La Iglesia católica en particular se halla en una situación compleja. Benedicto XVI ha hablado abiertamente de crisis. En el caso de esta iglesia, el desprestigio de la autoridad compromete la credibilidad de su misión. Los casos de abusos sexuales del clero han minado la confianza de los fieles en la persona de los sacerdotes y en la validez de su enseñanza; han agravado la sospecha de la cultura en la articulación institucional del cristianismo. Todo esto ha sido posible en una sociedad que opera en un registro completamente nuevo. A saber, el de las comunicaciones abiertas, a veces controladas y otras incontroladas, el mundo de las innumerables redes interpersonales y el de los medios de comunicación social, el del espacio público en el que la imagen predomina sobre el concepto y la transparencia sobre la censura. ¿Cómo es posible en este contexto hablar sin dificultades en nombre de “la verdad”? El nuevo foro público –fuera del cual lo que existe no existe- no da tregua.
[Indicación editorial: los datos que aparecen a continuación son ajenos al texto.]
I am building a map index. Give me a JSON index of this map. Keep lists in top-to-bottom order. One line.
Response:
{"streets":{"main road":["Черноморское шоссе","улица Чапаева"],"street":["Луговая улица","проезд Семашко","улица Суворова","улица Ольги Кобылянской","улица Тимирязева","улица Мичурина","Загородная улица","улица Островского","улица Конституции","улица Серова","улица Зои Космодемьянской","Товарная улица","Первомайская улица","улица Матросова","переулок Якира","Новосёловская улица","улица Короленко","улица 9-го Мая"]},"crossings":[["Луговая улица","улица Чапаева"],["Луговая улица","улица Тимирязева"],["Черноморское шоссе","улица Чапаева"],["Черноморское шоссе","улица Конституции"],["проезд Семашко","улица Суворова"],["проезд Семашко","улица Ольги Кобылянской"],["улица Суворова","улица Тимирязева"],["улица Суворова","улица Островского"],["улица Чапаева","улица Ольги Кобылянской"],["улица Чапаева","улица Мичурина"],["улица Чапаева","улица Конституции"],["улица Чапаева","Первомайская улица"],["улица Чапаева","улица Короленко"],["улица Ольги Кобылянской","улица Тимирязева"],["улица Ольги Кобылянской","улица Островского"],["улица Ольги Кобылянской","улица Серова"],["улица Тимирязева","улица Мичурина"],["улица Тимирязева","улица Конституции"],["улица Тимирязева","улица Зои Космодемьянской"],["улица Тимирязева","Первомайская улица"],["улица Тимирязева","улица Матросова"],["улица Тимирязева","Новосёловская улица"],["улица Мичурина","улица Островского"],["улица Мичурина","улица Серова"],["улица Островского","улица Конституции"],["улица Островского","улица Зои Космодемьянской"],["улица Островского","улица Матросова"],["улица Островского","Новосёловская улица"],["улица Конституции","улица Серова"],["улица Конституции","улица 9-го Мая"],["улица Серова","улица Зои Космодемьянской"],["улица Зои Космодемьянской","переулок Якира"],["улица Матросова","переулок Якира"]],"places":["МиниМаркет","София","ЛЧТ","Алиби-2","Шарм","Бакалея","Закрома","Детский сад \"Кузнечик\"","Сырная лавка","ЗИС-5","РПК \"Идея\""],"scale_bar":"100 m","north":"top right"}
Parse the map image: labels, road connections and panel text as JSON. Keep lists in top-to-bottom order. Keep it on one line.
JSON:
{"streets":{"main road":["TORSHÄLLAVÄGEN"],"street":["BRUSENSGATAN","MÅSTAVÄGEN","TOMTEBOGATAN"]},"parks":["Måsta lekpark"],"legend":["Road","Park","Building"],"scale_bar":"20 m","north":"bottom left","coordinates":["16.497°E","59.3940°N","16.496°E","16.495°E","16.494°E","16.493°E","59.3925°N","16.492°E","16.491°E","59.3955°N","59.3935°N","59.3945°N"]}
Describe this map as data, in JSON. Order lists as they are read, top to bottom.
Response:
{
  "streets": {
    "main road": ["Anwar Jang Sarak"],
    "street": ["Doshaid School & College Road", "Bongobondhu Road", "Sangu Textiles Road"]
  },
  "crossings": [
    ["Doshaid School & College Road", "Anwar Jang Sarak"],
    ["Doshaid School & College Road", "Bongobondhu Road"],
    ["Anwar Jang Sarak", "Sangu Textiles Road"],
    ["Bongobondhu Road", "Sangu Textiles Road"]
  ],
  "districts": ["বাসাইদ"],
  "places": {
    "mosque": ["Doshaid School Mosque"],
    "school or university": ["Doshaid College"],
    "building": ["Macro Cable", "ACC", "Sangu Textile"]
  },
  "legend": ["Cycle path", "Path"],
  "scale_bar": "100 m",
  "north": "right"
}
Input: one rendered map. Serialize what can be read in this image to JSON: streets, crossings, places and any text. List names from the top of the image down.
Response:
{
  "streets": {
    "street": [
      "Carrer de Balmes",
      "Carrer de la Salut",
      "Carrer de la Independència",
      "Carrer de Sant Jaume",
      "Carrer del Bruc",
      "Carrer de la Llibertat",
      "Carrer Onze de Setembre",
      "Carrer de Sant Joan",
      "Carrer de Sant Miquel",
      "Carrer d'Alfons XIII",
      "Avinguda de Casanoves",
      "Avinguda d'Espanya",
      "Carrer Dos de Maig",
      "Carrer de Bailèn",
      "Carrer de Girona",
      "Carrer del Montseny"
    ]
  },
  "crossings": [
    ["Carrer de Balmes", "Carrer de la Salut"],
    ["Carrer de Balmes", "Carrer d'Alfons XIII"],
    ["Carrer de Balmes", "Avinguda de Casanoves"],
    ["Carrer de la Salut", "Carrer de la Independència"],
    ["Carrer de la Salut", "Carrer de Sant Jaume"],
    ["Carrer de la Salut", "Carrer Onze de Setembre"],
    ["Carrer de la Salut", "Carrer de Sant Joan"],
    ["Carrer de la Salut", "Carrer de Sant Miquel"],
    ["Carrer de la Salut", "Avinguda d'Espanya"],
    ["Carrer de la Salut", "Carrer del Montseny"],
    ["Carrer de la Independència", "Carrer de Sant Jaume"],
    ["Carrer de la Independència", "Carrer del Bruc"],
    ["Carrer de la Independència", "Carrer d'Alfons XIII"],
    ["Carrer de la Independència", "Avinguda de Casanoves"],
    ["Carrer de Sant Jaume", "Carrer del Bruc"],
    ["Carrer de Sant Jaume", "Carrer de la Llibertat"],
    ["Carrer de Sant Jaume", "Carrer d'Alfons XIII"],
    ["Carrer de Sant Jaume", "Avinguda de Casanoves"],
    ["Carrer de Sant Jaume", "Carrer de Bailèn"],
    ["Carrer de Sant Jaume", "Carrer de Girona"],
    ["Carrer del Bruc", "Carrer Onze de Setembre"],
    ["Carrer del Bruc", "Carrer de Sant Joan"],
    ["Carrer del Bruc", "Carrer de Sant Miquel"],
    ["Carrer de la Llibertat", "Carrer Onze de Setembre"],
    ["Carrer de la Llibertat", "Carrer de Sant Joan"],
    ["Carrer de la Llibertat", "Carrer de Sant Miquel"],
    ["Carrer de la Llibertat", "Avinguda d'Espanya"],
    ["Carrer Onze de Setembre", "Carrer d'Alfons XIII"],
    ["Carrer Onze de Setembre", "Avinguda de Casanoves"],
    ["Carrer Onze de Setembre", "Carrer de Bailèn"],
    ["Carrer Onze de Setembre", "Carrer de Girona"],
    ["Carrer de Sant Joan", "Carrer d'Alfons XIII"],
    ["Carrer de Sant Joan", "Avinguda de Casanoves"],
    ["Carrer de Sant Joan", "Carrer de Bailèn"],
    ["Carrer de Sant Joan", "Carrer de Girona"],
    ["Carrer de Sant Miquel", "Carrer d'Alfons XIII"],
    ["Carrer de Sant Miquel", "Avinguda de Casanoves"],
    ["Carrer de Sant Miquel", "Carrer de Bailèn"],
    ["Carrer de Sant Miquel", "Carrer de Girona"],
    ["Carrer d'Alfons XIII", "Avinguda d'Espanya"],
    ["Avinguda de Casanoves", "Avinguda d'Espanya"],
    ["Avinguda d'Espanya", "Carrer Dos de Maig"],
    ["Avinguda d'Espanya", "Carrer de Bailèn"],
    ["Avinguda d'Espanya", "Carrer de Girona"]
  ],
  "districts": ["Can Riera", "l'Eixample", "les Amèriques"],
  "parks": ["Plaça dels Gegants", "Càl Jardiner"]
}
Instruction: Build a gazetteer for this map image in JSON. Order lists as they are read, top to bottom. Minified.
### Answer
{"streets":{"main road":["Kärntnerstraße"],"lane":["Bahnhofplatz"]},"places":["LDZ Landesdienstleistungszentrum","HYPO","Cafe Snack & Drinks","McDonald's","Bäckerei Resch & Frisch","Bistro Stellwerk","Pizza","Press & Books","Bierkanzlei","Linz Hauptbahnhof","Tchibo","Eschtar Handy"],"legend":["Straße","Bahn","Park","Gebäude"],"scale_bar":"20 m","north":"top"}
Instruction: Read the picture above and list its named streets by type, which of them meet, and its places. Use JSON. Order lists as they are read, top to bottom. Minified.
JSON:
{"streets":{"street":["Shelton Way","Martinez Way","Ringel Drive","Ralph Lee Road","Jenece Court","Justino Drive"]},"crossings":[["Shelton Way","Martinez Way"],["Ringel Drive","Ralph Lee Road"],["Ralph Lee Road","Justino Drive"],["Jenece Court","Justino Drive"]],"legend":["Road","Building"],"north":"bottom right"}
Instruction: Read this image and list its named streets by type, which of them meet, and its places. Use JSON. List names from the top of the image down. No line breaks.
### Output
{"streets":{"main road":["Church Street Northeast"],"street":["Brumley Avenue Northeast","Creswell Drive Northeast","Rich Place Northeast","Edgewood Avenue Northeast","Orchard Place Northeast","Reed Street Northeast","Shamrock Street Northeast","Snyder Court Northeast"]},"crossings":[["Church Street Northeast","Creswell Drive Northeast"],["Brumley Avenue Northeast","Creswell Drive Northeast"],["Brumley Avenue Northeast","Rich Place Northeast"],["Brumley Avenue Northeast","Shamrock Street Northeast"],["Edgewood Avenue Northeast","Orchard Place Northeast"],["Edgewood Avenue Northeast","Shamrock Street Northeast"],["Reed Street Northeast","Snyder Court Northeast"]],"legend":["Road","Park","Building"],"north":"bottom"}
En él, conviven sin problema el error y la verdad, el odio y el amor, la difamación y el legítimo derecho a expresarse en libertad. En este contexto, la Iglesia suele salir derrotada.  Pero si los católicos, en cuanto católicos, no se expresan, restándose a la argumentación pública de sus convicciones, el Evangelio no será anunciado. Si, por el contrario, corren el riesgo de hacerlo, habrá inevitables malas interpretaciones. El anuncio, sin embargo, podrá seguir adelante.

Cabe preguntarse: ¿Abrir de nuevo las ventanas o cerrarlas para siempre?  El Concilio Vaticano II ha sido ampliamente acogido por la Iglesia, e incluso ha sido celebrado por las otras iglesias, por las otras religiones y también por muchos no creyentes. Aun así, no ha producido hasta ahora todos los cambios que son necesarios. Ha puesto las bases para que estos ocurran. Esto es lo importante. Pero los cambios no se darán automáticamente. No es necesario abrir las ventanas de nuevo. Están abiertas. Tratar de cerrarlas, eso sí sería fatal. Se avanza con los contemporáneos o se los culpa de los cambios. Se los condena en nombre de la verdad o se corre el riesgo de encontrar el Evangelio con ellos, unos “con” otros y unos “en” otros. El Evangelio es patrimonio de la humanidad. Nadie puede comprenderlo y vivir de él, eximiéndose de la época y del intercambio cultural con los coetáneos.